● Try it: Identify all lines of the data containing the string "compass" and copy them.

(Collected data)
== == ==

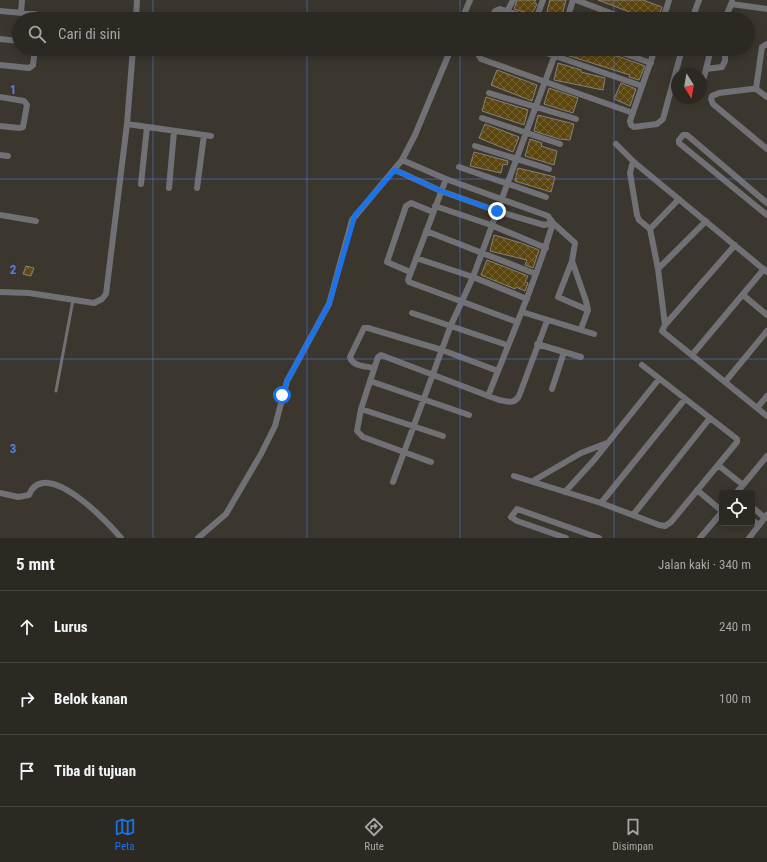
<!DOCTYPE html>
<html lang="id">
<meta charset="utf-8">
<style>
:root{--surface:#2c2923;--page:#34312b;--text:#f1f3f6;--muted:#a6a6a6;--line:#484541;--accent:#1a73e8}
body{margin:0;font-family:"Roboto Condensed",sans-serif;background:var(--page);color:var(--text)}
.controls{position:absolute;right:12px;bottom:12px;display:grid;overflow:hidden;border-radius:4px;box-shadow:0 2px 10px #0003}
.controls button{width:36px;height:36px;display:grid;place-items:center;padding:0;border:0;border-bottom:1px solid var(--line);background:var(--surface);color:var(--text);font:20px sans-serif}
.compass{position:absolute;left:671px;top:68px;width:36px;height:36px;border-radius:50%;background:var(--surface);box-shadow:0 2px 10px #0003;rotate:169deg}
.stop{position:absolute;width:12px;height:12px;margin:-9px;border:3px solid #1a73e8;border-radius:50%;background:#fff}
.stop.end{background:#1a73e8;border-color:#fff;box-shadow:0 1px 4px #0008}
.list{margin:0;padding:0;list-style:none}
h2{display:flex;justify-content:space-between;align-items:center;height:52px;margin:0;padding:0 16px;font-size:17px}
h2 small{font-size:13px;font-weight:400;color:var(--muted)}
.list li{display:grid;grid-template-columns:26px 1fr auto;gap:12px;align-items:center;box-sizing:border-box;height:72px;padding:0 16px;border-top:1px solid var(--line)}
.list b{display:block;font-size:15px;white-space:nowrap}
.list em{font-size:13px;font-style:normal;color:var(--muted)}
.icon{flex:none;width:22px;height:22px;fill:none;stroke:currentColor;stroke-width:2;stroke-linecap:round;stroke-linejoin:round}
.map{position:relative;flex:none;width:767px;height:538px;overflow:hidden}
.search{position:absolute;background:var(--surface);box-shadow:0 2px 10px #0003;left:12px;right:12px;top:12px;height:44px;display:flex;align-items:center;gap:10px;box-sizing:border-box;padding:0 14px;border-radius:22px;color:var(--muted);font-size:15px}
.sheet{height:268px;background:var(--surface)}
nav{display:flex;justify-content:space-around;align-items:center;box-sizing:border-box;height:56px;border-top:1px solid var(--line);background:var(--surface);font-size:11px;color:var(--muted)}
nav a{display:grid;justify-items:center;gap:2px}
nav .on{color:var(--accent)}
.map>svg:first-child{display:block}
</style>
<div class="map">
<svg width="767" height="538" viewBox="0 0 767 538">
<defs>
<pattern id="building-cross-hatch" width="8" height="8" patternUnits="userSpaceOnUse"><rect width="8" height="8" fill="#5c460f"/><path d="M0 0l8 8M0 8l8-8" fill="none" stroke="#746132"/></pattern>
</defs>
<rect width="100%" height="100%" fill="#3b372f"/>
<path fill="url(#building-cross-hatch)" stroke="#868279" d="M517,0H536L534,3L537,4L534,10L531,14L514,9Z
M550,0H566L561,19H545Z
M598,0H643L662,7L659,16L654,14L652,19H648Z
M583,13L599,18L598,19H578Z
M564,49H598L645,66L639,80L629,77L630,75L563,54Z
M558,63L581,70V72L605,78L603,90L554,80Z
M497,70L537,85L532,101L491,85Z
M621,83L636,89L630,106L614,99Z
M549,88L578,98L573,113L544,104Z
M486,97L528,110L524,125L482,111Z
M538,115L574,124L570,140L559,139L534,131Z
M485,124L519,137L513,152L479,138Z
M530,139L542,143L541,146L557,151L554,165L525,156Z
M474,152L508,161L507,165L503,164L501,173L470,166Z
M518,168L555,177L551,192L515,181Z
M494,235L521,243L539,250L533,268L525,265L527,260L490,251Z
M487,260L528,276L525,282L528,283L525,291L516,287L515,289L481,275Z
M26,266L34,268L31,276L23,274Z"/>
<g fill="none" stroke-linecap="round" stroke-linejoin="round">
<path stroke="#717074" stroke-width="3" d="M56,391L73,300"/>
<path stroke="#717074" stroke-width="6" d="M576,0L626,19
M731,4L767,9
M508,10L513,0
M0,11L34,14L38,15L39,19
M21,13L22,0
M136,19L137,0
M462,19L470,0
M492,19L495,11L500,9L532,19
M536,19L543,0
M567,19L573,0
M663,19L669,0
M692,19L699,0
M725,19L732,2
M0,39L19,41
M480,49L478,54L481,59L633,113
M535,49L642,86
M611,49L651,63
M655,49L630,121L631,125L634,127L657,124L663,119L682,49
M0,65L29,68L33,65L35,49
M706,69L722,67L725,61V49
M704,77L711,49
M756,89L762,47L767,44
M489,93L576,119
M0,97L24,101L27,105L23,127L19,128L0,126
M767,97L756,89H752L719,93L712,96L711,99L713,104L767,149
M482,118L560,144
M127,124L211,136
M616,144L635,163L767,272
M475,146L549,169
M0,155L8,156
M402,160L446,179L548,216L553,223L575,243L572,261L586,301L588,310L581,329
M635,163L632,165L630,173L637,215L639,220L650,229
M459,167L546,197
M395,170L441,191L497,211L544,225L553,223
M446,179L408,280L409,282L517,322
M141,184L147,127
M169,188L174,131
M197,188L204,135
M679,199L650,229L658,269L665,325L662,331L767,416
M767,203L687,135H683L679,140V143L767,215
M435,206L491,225L546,248
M0,215L36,221
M426,231L536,274
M416,258L473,277L527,299
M572,261L558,297L588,310
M658,269L706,221
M410,272L387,262L406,206L411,203L433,212
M0,292L29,293L94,303L102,299L106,294L127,124L133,49
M743,295L767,315
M522,312L594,334
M412,313L507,345
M665,325L735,245
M537,344L581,357
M692,355L764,269
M373,368C365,366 352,366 350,357L364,328H368L442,350L498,371
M370,381L469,415
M725,382L767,331
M552,389L564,352
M488,396C511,338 535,282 553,223
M757,408L767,396
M361,409L443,436
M431,462L363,437L357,431L361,409L378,357L381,355L499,400C507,401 514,405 519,396L547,321
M718,465L743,485L767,456
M514,476L601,503L659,525L665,526L671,522L737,442V439L642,365
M533,481L581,453L607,443
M393,482L451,325L473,277L557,49
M697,490L722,511
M565,492L595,459L659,379
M0,493L18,497L29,495C45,456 108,522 121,538
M736,493L743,485
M601,503L685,399
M752,507L765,518
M633,515L710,418
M752,520L759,525
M198,538L226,514L261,454L275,426L287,381L329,304L352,220L402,160L415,135L451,49
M566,538L517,521L511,517L517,509L599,538
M700,538L722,512
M749,538L767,515"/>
</g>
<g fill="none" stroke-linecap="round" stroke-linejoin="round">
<path stroke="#1a73e8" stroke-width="5" d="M282,395L287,381L329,304L355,215L395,170L441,191L497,211"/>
</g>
<path fill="none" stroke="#5b7ddc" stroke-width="1" stroke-opacity="0.55" d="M153,0V19M307,0V19M460,0V19M614,0V19M153,49V538M307,49V538M460,49V538M614,49V538M0,179H767M0,359H767"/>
<g font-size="13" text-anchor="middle" font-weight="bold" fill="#5b7ddc" stroke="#3b372f" stroke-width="3.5" stroke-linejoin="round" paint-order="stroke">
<text x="13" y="94">1</text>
<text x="13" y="274">2</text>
<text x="13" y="453">3</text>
</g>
</svg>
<div class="controls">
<button><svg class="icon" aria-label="locate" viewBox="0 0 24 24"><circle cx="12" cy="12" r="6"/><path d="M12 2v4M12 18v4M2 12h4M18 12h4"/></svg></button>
</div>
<svg class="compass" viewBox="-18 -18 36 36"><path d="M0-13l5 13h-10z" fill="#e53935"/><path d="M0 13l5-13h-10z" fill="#a6a6a6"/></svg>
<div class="stop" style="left:282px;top:395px"></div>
<div class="stop end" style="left:497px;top:211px"></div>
<div class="search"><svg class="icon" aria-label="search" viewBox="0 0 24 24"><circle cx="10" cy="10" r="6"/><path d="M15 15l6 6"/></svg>Cari di sini</div>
</div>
<section class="sheet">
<h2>5 mnt<small>Jalan kaki · 340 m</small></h2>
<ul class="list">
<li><svg class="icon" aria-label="ahead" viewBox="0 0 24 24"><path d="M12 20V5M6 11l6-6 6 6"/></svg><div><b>Lurus</b></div><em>240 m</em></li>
<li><svg class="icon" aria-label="right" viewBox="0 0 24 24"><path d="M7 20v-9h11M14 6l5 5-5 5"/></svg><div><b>Belok kanan</b></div><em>100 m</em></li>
<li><svg class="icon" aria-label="arrive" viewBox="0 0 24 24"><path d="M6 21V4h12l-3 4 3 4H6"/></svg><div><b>Tiba di tujuan</b></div></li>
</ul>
</section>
<nav>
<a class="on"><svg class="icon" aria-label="map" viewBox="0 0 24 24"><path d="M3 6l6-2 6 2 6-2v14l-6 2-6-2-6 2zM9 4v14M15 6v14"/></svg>Peta</a>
<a><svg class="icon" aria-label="directions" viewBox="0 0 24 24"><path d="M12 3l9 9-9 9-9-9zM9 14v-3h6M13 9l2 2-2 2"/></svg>Rute</a>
<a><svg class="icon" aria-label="saved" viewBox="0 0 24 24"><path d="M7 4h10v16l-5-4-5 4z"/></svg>Disimpan</a>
</nav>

== == ==

● Task output:
.compass{position:absolute;left:671px;top:68px;width:36px;height:36px;border-radius:50%;background:var(--surface);box-shadow:0 2px 10px #0003;rotate:169deg}
<svg class="compass" viewBox="-18 -18 36 36"><path d="M0-13l5 13h-10z" fill="#e53935"/><path d="M0 13l5-13h-10z" fill="#a6a6a6"/></svg>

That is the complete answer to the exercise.